BookmarkSubscribeRSS Feed

Disaster Recovery for SAS Viya on Kubernetes

Started ‎06-11-2021 by
Modified ‎06-11-2021 by
Views 6,081

Hosting SAS Viya in the cloud will soon become more common than hosting it on bare OS, if it is not already. Some cloud providers and their partners offer tools and services to help you implement disaster recovery (DR) capabilities.

 

Plus, the fact that SAS Viya 2021.1 and later runs on Kubernetes introduces new considerations for DR beyond those we had for SAS Viya 3.x on bare OS. So while SAS Viya 2021.1 and later on Kubernetes is not significantly more or less vulnerable to disaster than any previous release of SAS, these two things merit an update on considerations for DR in SAS Viya.

 

The slide below outlines considerations that are specific to cloud hosting and to Kubernetes:

 

DR-1_Chapter-Slide-11-1-1024x576.png

 

 

SAS Viya on Kubernetes has specific technical requirements for Disaster Recovery. Your DR site's Kubernetes environment must have the same SAS Viya products at the same version of SAS Viya as your production site. The documentation says you must also use the same namespace name in the DR cluster, but we think this is more of a preference than a requirement, since it is quite straightforward to restore a Viya 4 backup to a different namespace name, and namespace names and DNS aliases are easily decoupled - while it may be common practice to have your Viya deployment's namespace name (production, test, gelcorp etc.) as a part of its DNS alias, it is certainly not a requirement to.

 

It must also be deployed on the same version of Kubernetes in the same cloud infrastructure, so failing over from one Azure AKS cluster to another Azure AKS cluster is okay, but we do not support failing over from an Azure AKS cluster to an Amazon EKS cluster as part of a DR process.

 

Disaster Recovery for SAS Viya on Azure Kubernetes Services (AKS)

 

DR-2_Chapter-Slide-12-1024x576.png

 

 

 

Microsoft Azure Site Recovery's best practices for DR in AKS recommend using their DNS-based load balancer Azure Traffic Manager to route traffic to either your primary or secondary AKS cluster, hosted in different Azure regions. It can interconnect two clusters to enable communication between them for data replication. It also has features for replicating container images between the Azure Container Registry in each Azure region where you have an AKS cluster, and the best practice guide above discusses several aspects of replicating storage.

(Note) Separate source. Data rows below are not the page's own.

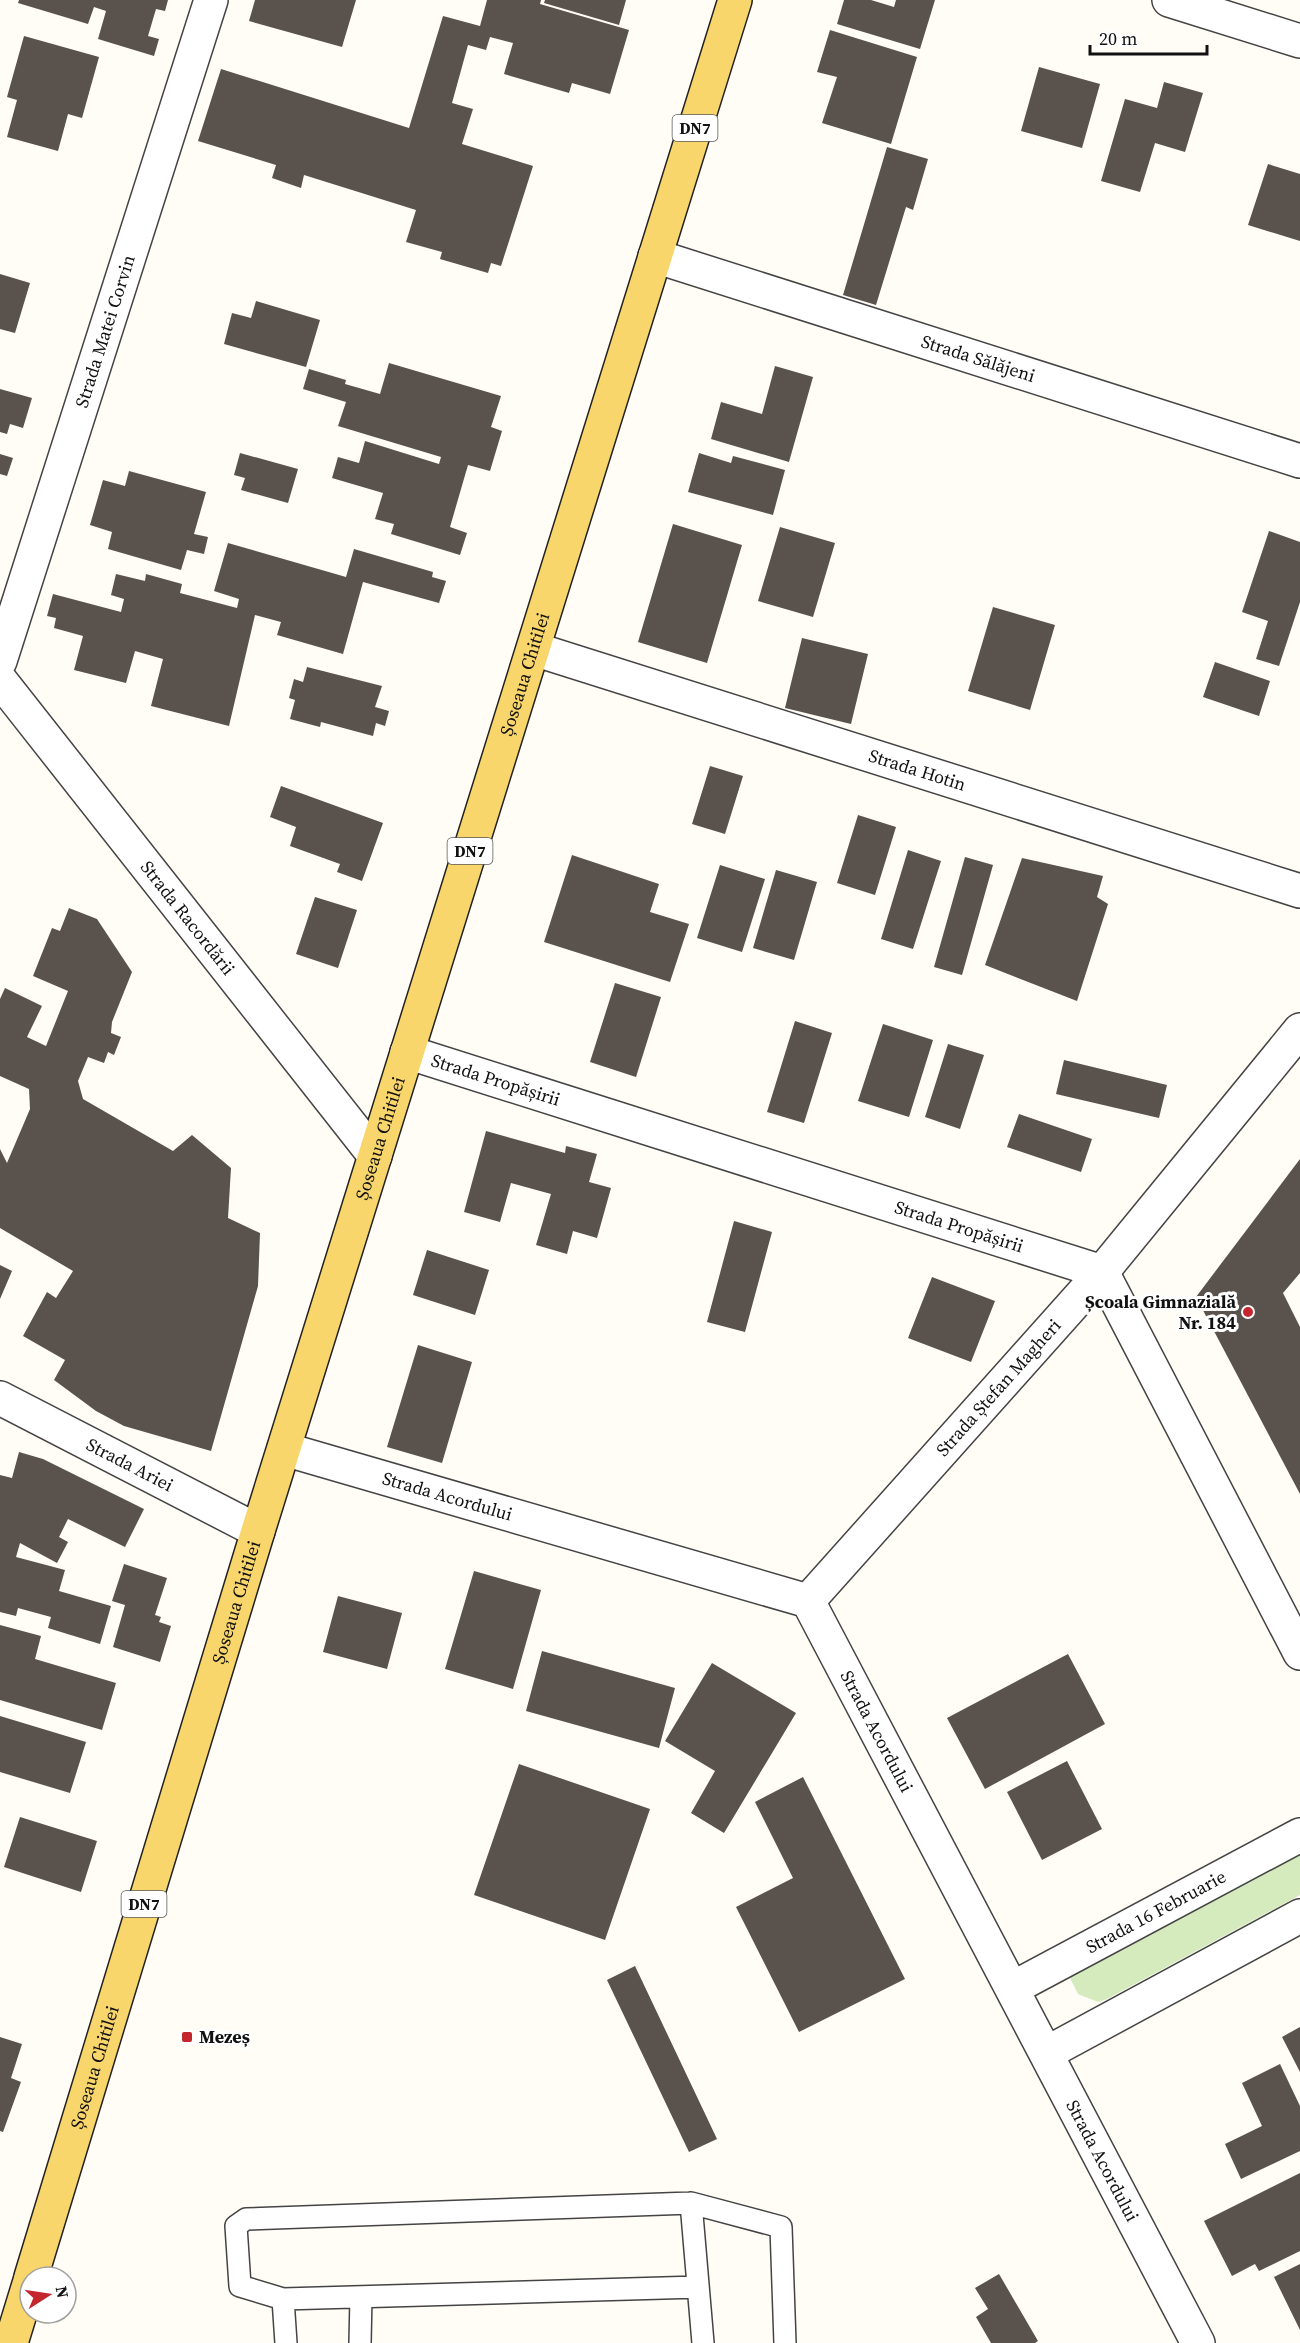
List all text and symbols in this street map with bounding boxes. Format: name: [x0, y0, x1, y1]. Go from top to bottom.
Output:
scale bar: [1090, 18, 1207, 56]
text: 20 m: [1099, 26, 1137, 51]
road number: DN7: [672, 115, 718, 141]
street label: Strada Matei Corvin: [69, 252, 141, 411]
street label: Strada Sălăjeni: [918, 328, 1038, 388]
street label: Șoseaua Chitilei: [493, 610, 555, 739]
street label: Strada Hotin: [866, 743, 969, 797]
road number: DN7: [448, 838, 492, 864]
street label: Strada Racordării: [135, 855, 241, 980]
street label: Strada Propășirii: [428, 1047, 563, 1112]
street label: Șoseaua Chitilei: [349, 1074, 411, 1203]
street label: Strada Propășirii: [892, 1194, 1027, 1258]
place label: Școala Gimnazială Nr. 184: [1085, 1289, 1236, 1335]
marker: Școala Gimnazială Nr. 184: [1241, 1305, 1255, 1319]
street label: Strada Ștefan Magheri: [930, 1313, 1066, 1462]
street label: Strada Ariei: [82, 1432, 178, 1497]
street label: Strada Acordului: [379, 1465, 515, 1527]
street label: Șoseaua Chitilei: [205, 1538, 266, 1667]
street label: Strada Acordului: [835, 1666, 919, 1796]
street label: Strada 16 Februarie: [1081, 1864, 1230, 1959]
road number: DN7: [122, 1891, 166, 1917]
street label: Șoseaua Chitilei: [64, 2003, 125, 2132]
place label: Mezeș: [199, 2024, 250, 2049]
marker: Mezeș: [180, 2030, 194, 2044]
street label: Strada Acordului: [1060, 2095, 1145, 2226]
north arrow: [18, 2265, 78, 2325]
text: N: [51, 2284, 75, 2300]

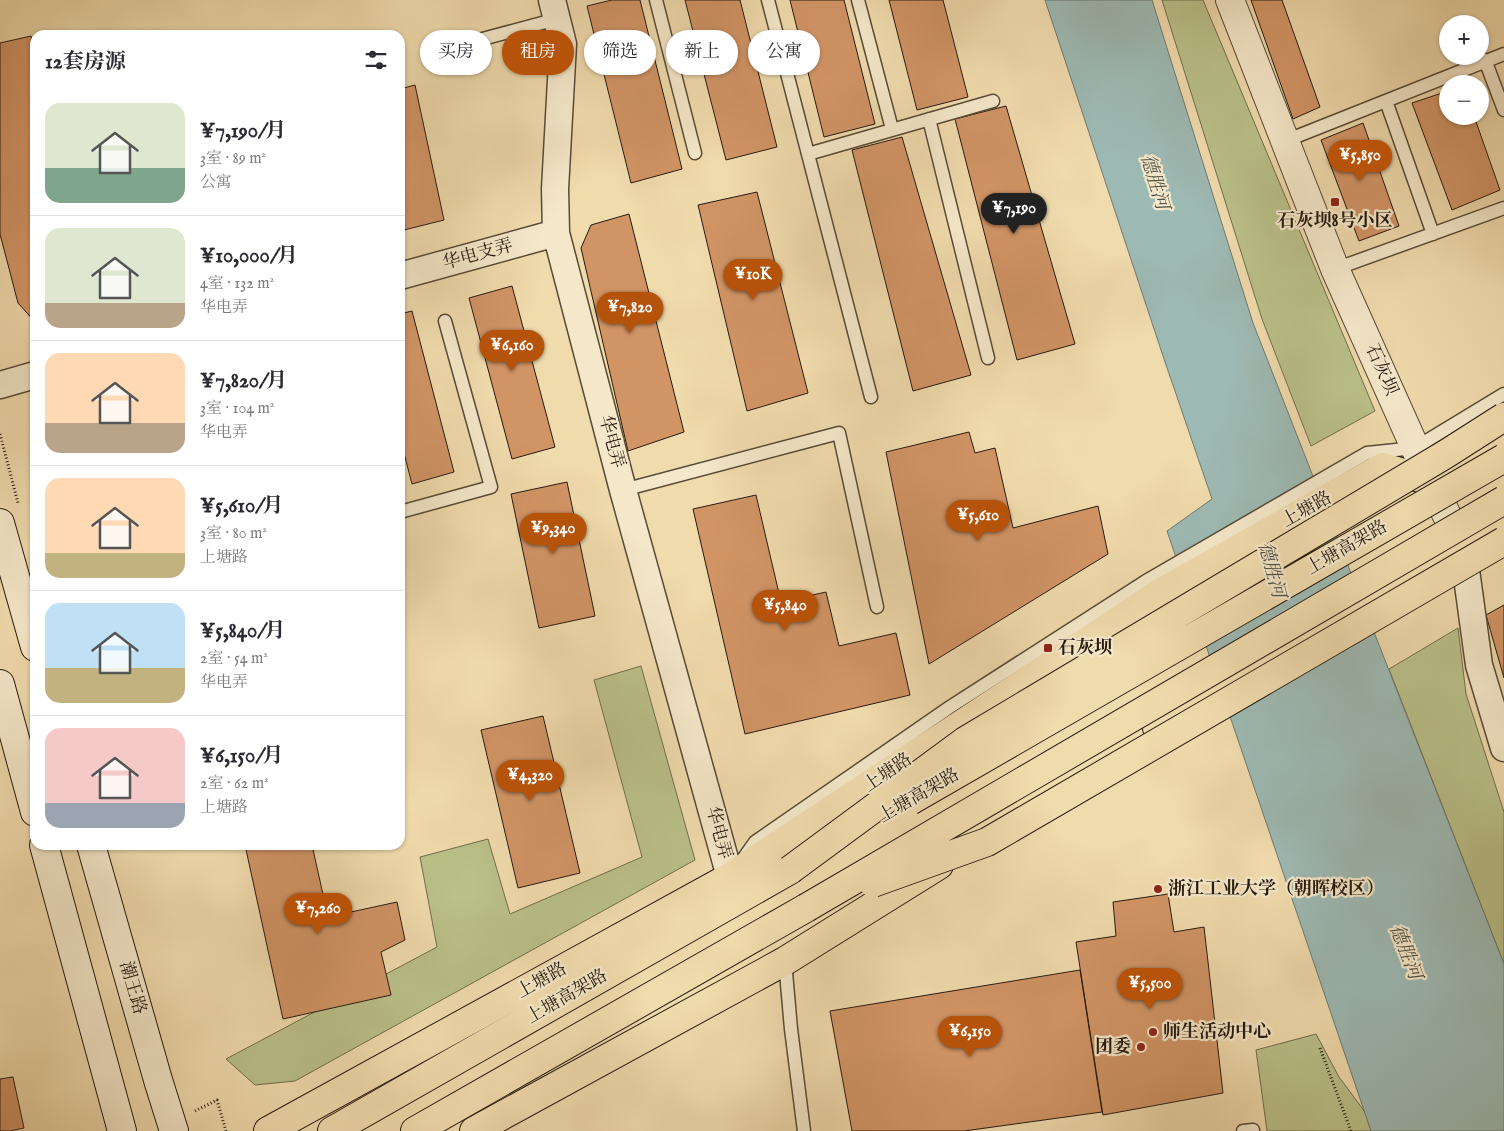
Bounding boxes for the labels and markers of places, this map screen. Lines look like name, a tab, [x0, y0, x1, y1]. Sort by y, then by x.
pin: ¥5,850	[1319, 140, 1401, 182]
pin: ¥7,190	[973, 192, 1055, 235]
marker: 石灰坝8号小区	[1329, 196, 1341, 208]
place label: 石灰坝8号小区	[1277, 210, 1393, 233]
pin: ¥10K	[723, 258, 783, 301]
pin: ¥7,820	[589, 292, 671, 334]
pin: ¥6,160	[471, 330, 553, 372]
pin: ¥5,610	[937, 500, 1019, 542]
pin: ¥9,340	[512, 512, 594, 555]
pin: ¥5,840	[744, 590, 826, 632]
place label: 石灰坝	[1058, 637, 1112, 660]
marker: 石灰坝	[1042, 642, 1054, 654]
pin: ¥4,320	[489, 760, 571, 802]
place label: 浙江工业大学（朝晖校区）	[1168, 878, 1384, 901]
marker: 浙江工业大学（朝晖校区）	[1152, 883, 1164, 895]
pin: ¥7,260	[277, 892, 359, 935]
pin: ¥5,500	[1109, 968, 1191, 1010]
pin: ¥6,150	[929, 1016, 1011, 1058]
place label: 师生活动中心	[1163, 1021, 1271, 1044]
marker: 师生活动中心	[1147, 1026, 1159, 1038]
place label: 团委	[1095, 1036, 1131, 1059]
marker: 团委	[1135, 1041, 1147, 1053]

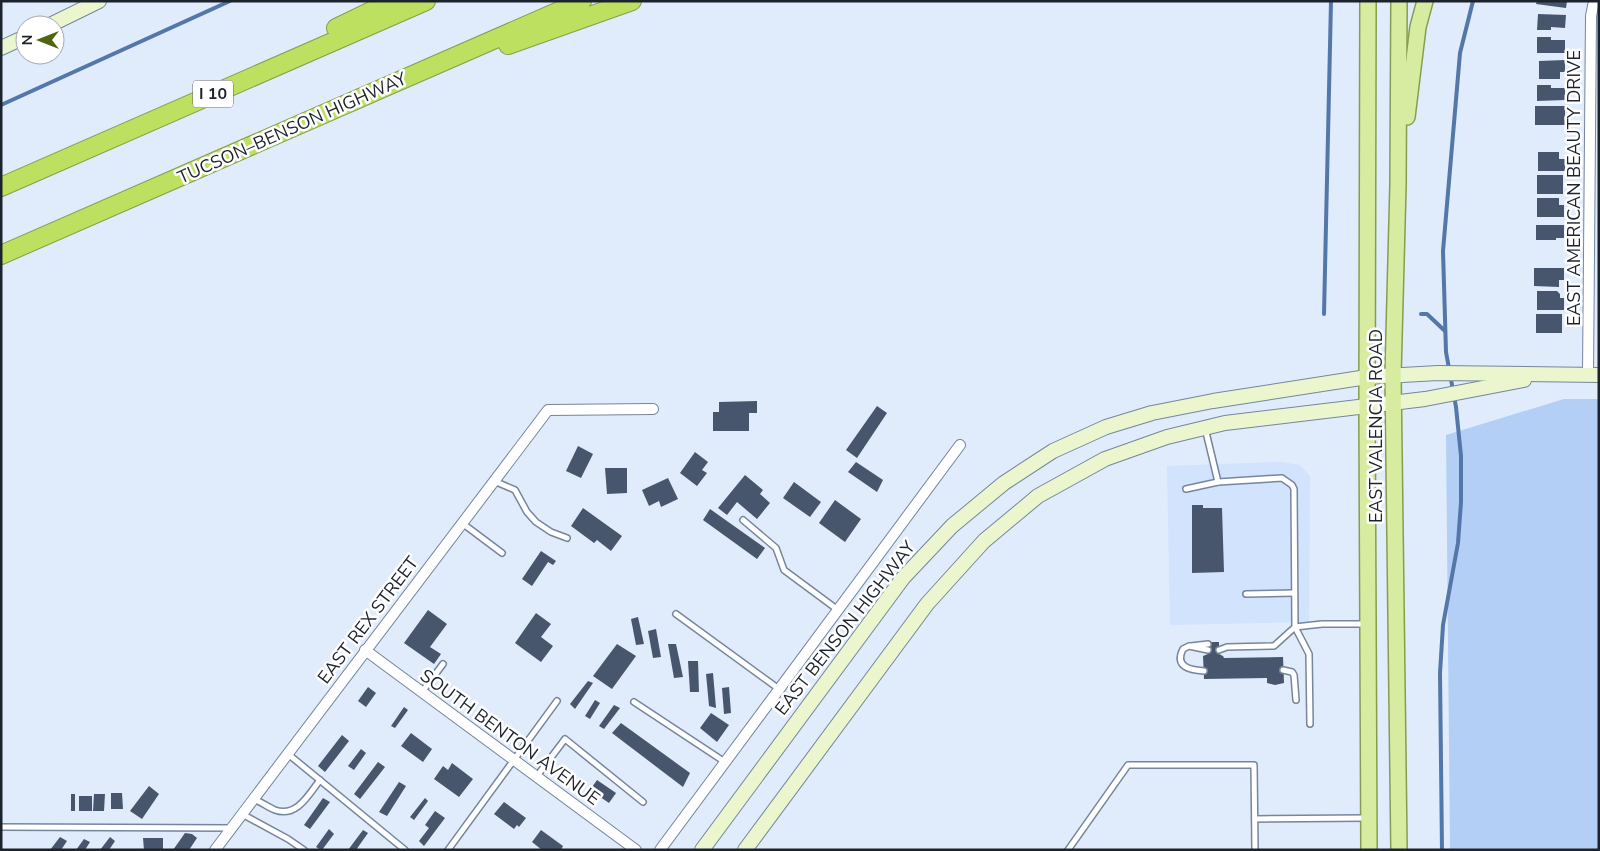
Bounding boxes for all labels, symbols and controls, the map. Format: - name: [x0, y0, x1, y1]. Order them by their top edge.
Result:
- north arrow: [15, 15, 65, 65]
- text: N: [18, 35, 37, 45]
- street label: EAST AMERICAN BEAUTY DRIVE: [1562, 50, 1586, 326]
- street label: TUCSON–BENSON HIGHWAY: [174, 66, 411, 189]
- road number: I 10: [193, 80, 233, 108]
- street label: EAST VALENCIA ROAD: [1364, 329, 1388, 523]
- street label: EAST BENSON HIGHWAY: [769, 536, 921, 720]
- street label: EAST REX STREET: [312, 551, 424, 689]
- street label: SOUTH BENTON AVENUE: [415, 664, 605, 810]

But it remains the technical architect's responsibility to figure out how to replicate SAS Viya state data between clusters in different regions in a way that will satisfy the customer's desired RPO and RTO. More on this below.

 

Start-up Arpio (see below) is also developing a capability for Azure, not yet released.  

 

Disaster Recovery for SAS Viya on Amazon Elastic Kubernetes Services (EKS)

 

Arpio



 

DR-3_Chapter-Slide-13-1-1024x576.png

 

 

Arpio is a start-up based in Durham, NC (near Cary) who offer security-conscious replication of a production AWS environment in one region to a second 'recovery' region. SAS Cloud is moving towards using Arpio for DR capability, but at this point it's fairly new to me. See arpio.io/how-it-works/ for their marketing.  

 

AWS CloudEndure

 

DR-4_Chapter-Slide-13-1024x576.png

 

 

Amazon AWS CloudEndure is their DR offering for EKS-hosted SAS Viya deployments. Documentation for using CloudEndure for EKS clusters seems to be light, but the general principles for what needs to be replicated and how traffic needs to be directed to whichever region is currently hosting your services is the same as in Azure.

 

The unique selling point for CloudEndure seems to be cost reduction, in that it uses low cost staging machines on the DR site when the production site is healthy. In the event of a disaster in Production it scales up the machines on the DR site to full size, ready for business use.

 

However, CloudEndure may not always meet the security requirements for some of our more data security-conscious customers.  

 

Google Cloud Platform and OpenShift

We have not so far identified similar services specifically developed to support Disaster Recovery for Google Cloud Platform or OpenShift. If you know of any, please tell me, as we'd like to cover them in our content.  

 

Further reading on SAS Disaster Recovery

In addition to Disaster Recovery practices outlined in the SAS Viya documentation, there is a SAS Disaster Recovery Policy for SAS Viya 3.4. There is not yet an SAS Disaster Recovery Policy specifically for SAS Viya on Kubernetes. Rob Collum's SAS Communities post on Contemplating disaster recovery for SAS from 19 July 2018 is also well worth reading.

 

Further considerations for DR

 

General

The resources listed above aim to explain:

  • That disaster recovery is not a feature of SAS software, it is a capability you must design, create and maintain
  • How to define a disaster in practical, measurable, objective terms which could potentially be instrumented for automated decision making
  • That resilience to disasters is based on eliminating single points of failure, that hosting on a single site creates such a single point of failure, therefore you need two sites BUT network latency means deployments that span sites will not work, so Prod/DR must be active/passive and synchronised

They also discuss how important it is that you agree with your business stakeholders:

  • What the risks and potential costs of a disaster impacting SAS services are to the business
  • If and how you will design your services to mitigate those risks so far as is practically possible e.g. through eliminating single points of failure for both storage and compute, load balancing and horizontal scaling for high availability as well as for performance
  • What you would do in the event of a disaster, in order to provide business continuity, and
  • What you would do following the disaster, to achieve full recovery to normal business operations
  • How you will keep a production site and a DR site in synchronization
  • How long a period of work and data loss can be tolerated
  • How quickly you must recover from a disaster, to ensure business continuity and what implication this has for automating the failover process to reduce delays
  • How often you will test your DR processes, and how much prior warning you and the business will get of a test. Should you consider something as extreme as Netflix's Chaos Monkey?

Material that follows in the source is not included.